What do outsiders make of it? I think it can be confidently said that you won’t find these delusions in the lands northwest of here, where most Asians see such attitudes as a mental affliction of farang. Living amongst upheavals and riots, floods and famines, political corruption and political despotism, desperately crowded cities and civil wars that have decimated whole populations, Asians matter-of-factly know danger for what it is (part of daily life), and are inclined to regard those who by a freak of geography have been shielded from such things as fools in a fool’s paradise. Like birds on Pacific Islands that have no predators — rather like New Zealand kiwis indeed — their sense of self-preservation seems underdeveloped. Cape Horn? Not to worry. Like crossing the street.

But let’s cut to the chase: only people living at the end of the earth, safely surrounded by deep water, get to think about danger this way. And from this perspective that comment on the negligible dangers of Cape Horn is a characteristic expression of the Antipodal Mind. It complacently assumes that the GPS will function flawlessly; that navigation will need neither sextant nor log tables; that weather forecasts will reliably get through; and that the vulnerable vane/oar/linkages of the self-steering gear at the stern will never be swept away. Plus of course that a secure radio link will enable encouraging daily conversations between Team Watson and Jessica, providing an invisible supportive web of world-wide contacts that give “solo sailing” a rather different meaning than it used to have. No problemo. No danger. Just a breeze.

Worse things do happen at sea

Yet even a casual landlubberly inquiry shows malfunctions and mishaps all the time. True, September’s UK Yachting Monthly starts with the usual ingratiating images of yachts in palm-fringed lagoons, but the very next page has lightning melting a VHF aerial on a mast. That means the end of radio contact: not good. Nearby a Bronze Medal is being awarded to a Scottish lifeboat man. He had rescued two Swedes from a boat that had been knocked down twice in a Force 9 gale with 20-foot waves — and the rescue depended entirely on the radio working as it should. Elsewhere there’s a woman climbing out of a yacht wrecked in Mexico. Somehow the autopilot had spontaneously gone from ‘auto’ to ‘standby’; because there was no power no warning sounded; disaster swiftly followed.

Sir Francis Chichester at work

Sir Francis Chichester at work

Sir Francis Chichester’s Gipsy Moth Circles the World is full of this sort of thing. The book seems at times one long grumble, a catalog of mishaps and an exhausting litany of complaint. One day some broken glass cut the man’s bare feet and made him cross. But what did he expect, from an unsecured bottle of whiskey, except shattered fragments everywhere when the boat turned upside-down in the Tasman Sea? The pervasive tone of exasperation makes Gipsy Moth Circles the World a hard read compared to Joshua Slocum’s good-humored and humorous Sailing Alone Around the World (1898).

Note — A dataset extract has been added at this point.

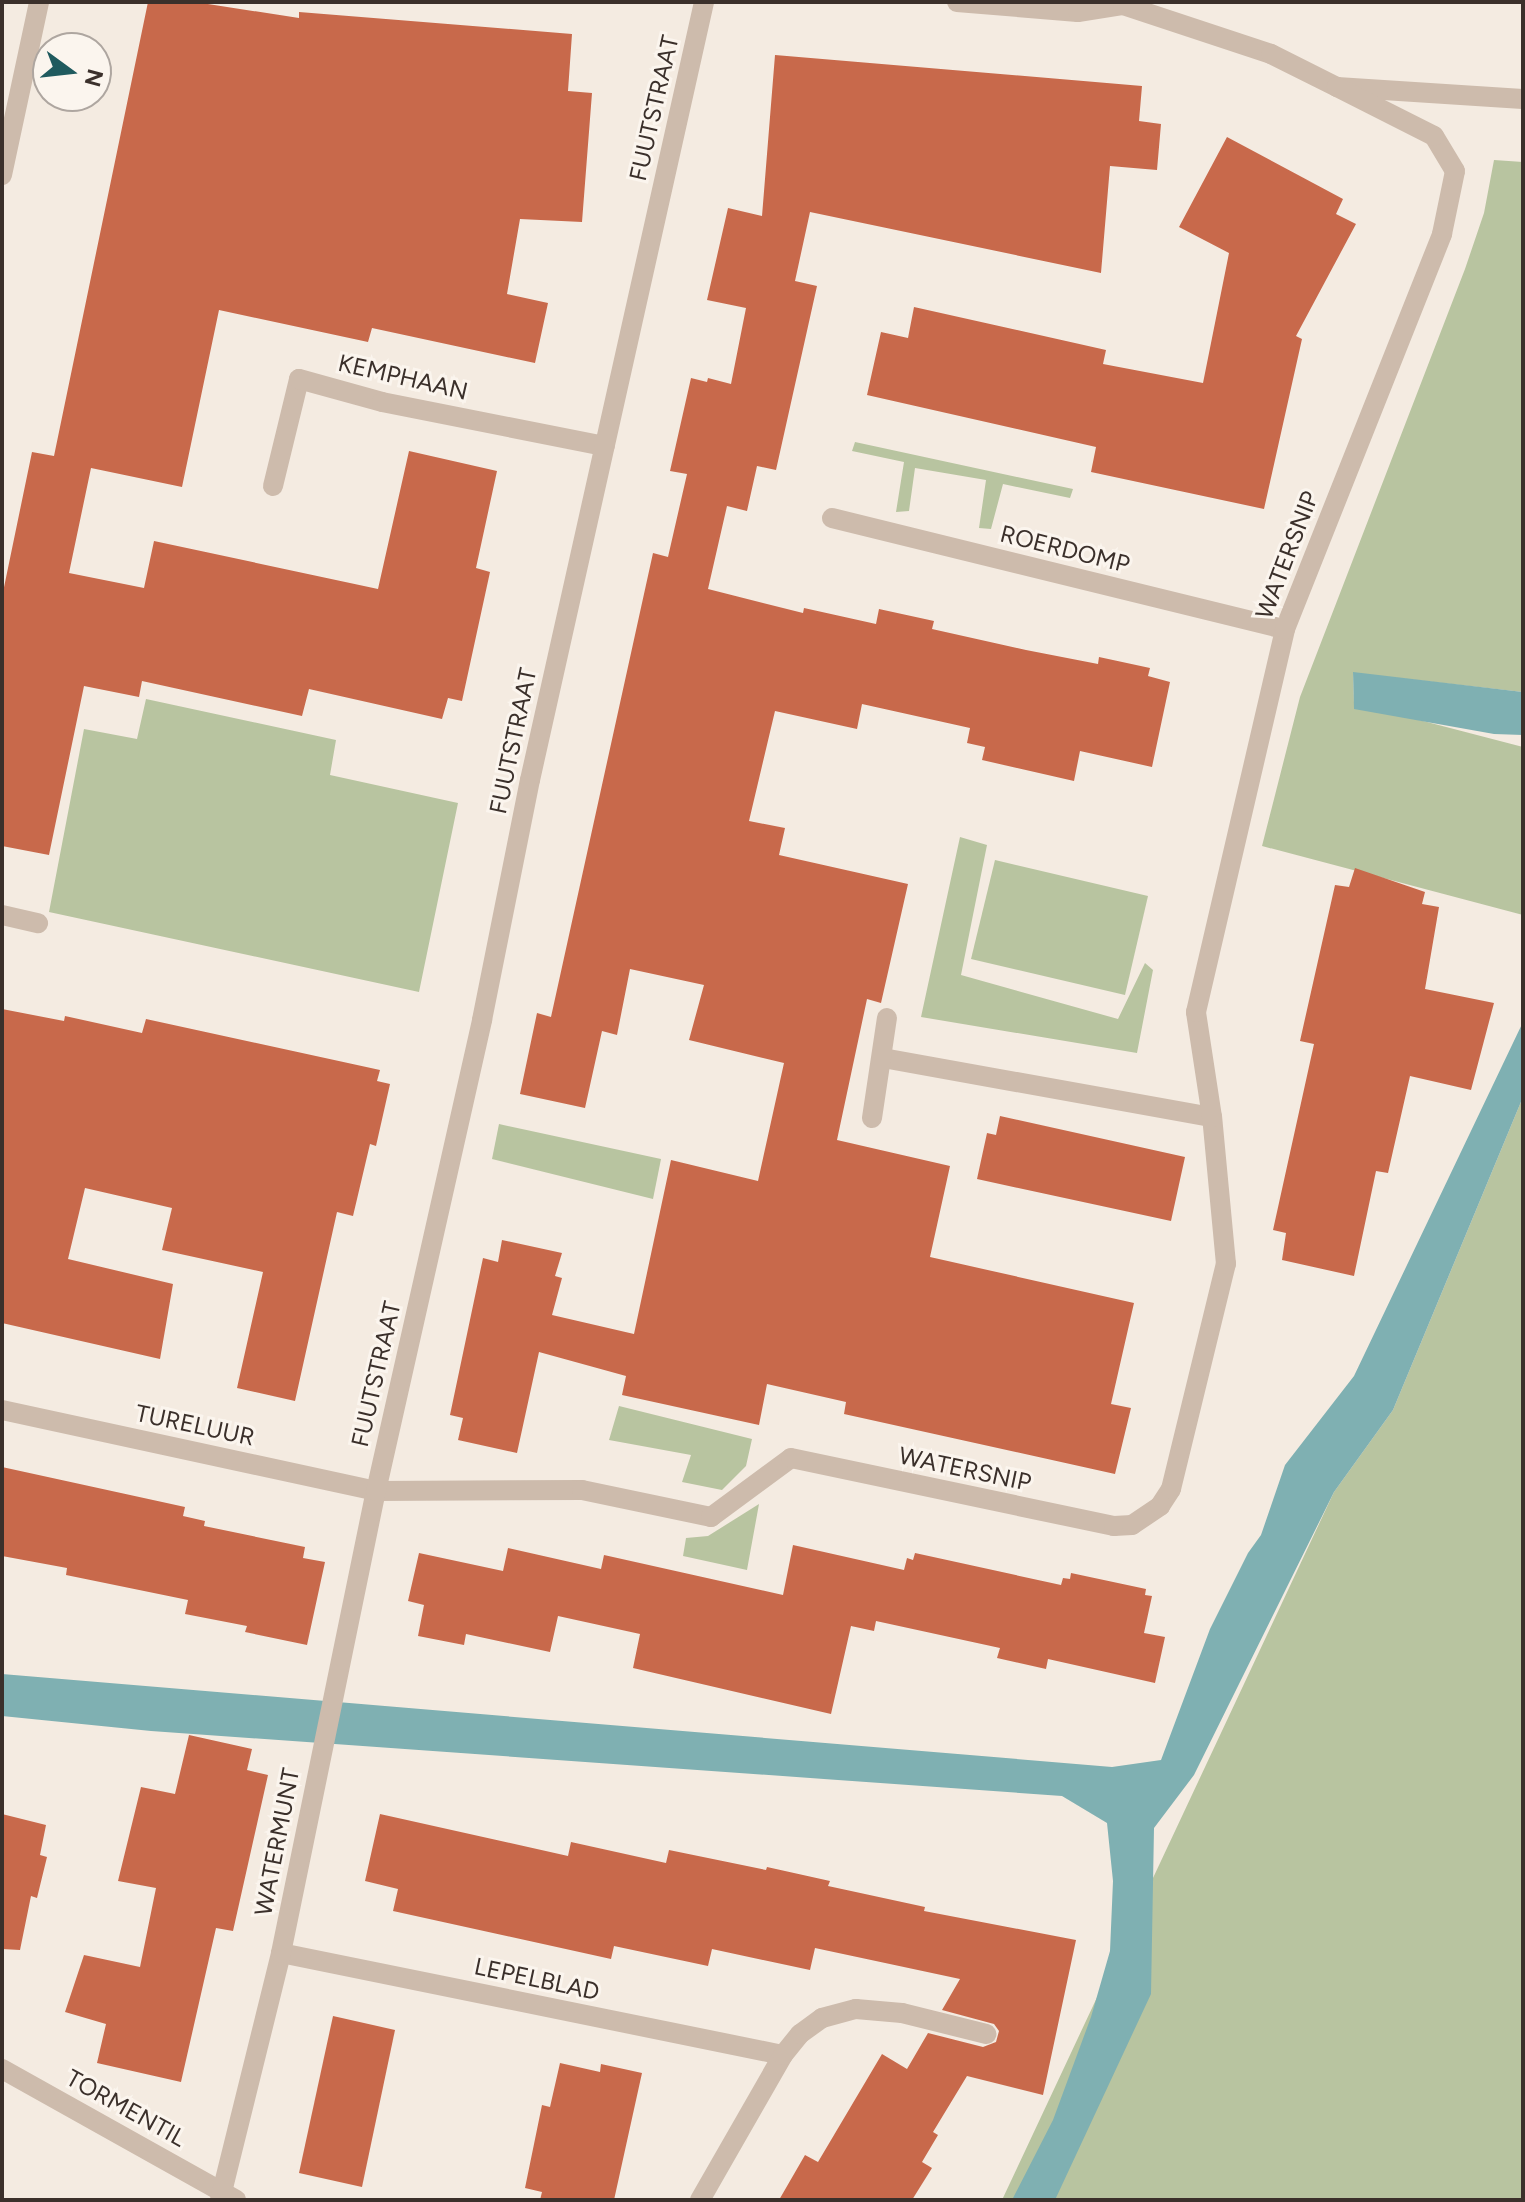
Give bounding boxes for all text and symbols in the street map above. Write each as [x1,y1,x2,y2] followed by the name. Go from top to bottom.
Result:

All the same, the picky relentlessness of Chichester’s detail shows clearly what young sailors like Jessica, with more modern gear and more stable boats, still have to face.

If he isn’t fixing a valve in the motor’s exhaust that is letting in water, he’s trying to get an electric bilge pump working or secure a slipping self-steering vane. When he isn’t fixing the brake on the propeller, he’ll be spending a whole morning bleeding the engine’s fuel system, fuel pump, priming pump, and filter. There are so many things to do that he provides readers with the maintenance list he made out, 71 items long, as an agenda. These are the first ten tasks it contains:

Check water tank connections
Secure cockpit locker hasp
Fix preventer to galley drawers
Try self-steering vane without extra lead
Freshen nip of tiller lines to self-steering
Check engine water level
Stow burgee stick
Rig tiller tackle to cabin
Try more slack on self-steering oar
More solid cockpit repair to keep deck water out

 Chichester fixing self-steering gear

Chichester fixing self-steering gear

The other day Jessica reported using goo to fix persistent deck or cockpit leaks. Then on Nov 9th she said she was doing some jobs she’d put off because of “bouncy” seas, and was working on her own maintenance list, including “a really good check over for chafe and wear.” On November 16th she gave “the little Yanmar engine a full polish up and scrubbed out the bilges.” There seems to be a notion among teenagers that polishing an engine makes it run better. Jesse Martin also describes cleaning the outside of an engine, giving it a pat, and being pleased by the way it subsequently performed. This is evidently considered maintenance. But Jessica’s daily blog is endearing, with plenty about dolphins, while baking cupcakes was a huge turn-on for the fans.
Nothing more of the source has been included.